Your assignment :: Count up the lines in the following listing that hold the word "this", then give only that count.

Dataset records ::

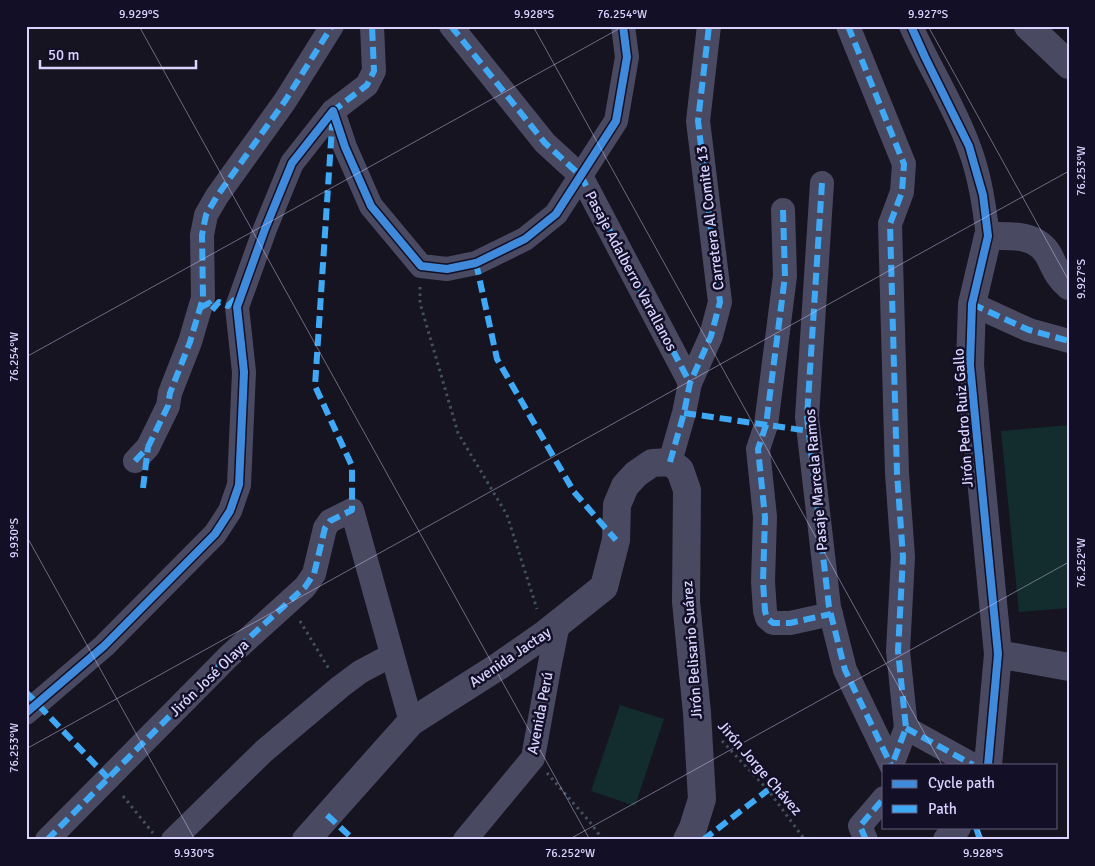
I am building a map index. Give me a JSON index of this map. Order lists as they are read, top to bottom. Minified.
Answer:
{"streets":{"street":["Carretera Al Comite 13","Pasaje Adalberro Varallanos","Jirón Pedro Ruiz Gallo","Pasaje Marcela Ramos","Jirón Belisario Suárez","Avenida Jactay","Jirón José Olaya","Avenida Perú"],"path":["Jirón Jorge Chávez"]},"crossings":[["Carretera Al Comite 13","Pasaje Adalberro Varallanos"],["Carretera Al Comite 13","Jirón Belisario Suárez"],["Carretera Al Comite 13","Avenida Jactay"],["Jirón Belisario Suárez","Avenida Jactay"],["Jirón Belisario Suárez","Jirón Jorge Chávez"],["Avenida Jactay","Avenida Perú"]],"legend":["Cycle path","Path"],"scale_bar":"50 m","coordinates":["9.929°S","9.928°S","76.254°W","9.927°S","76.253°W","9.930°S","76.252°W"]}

---

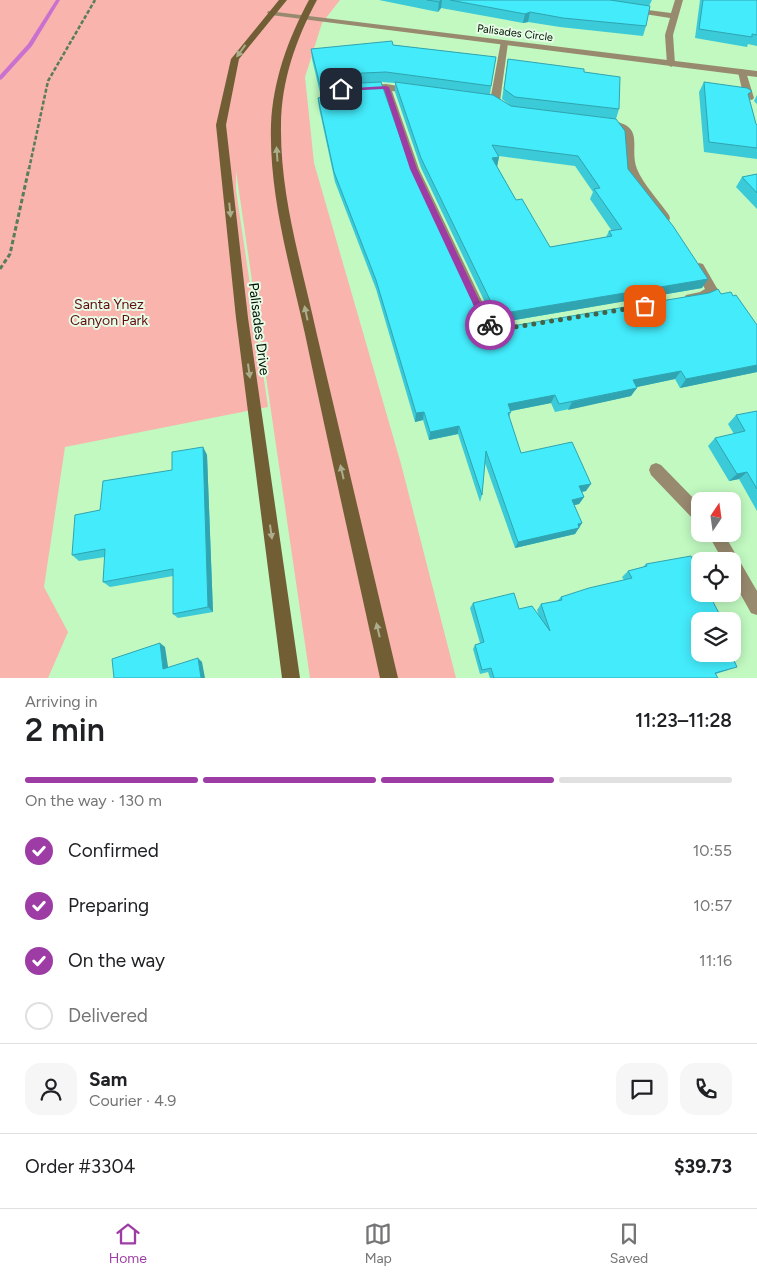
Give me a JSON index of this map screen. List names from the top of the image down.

Exercise result :: 2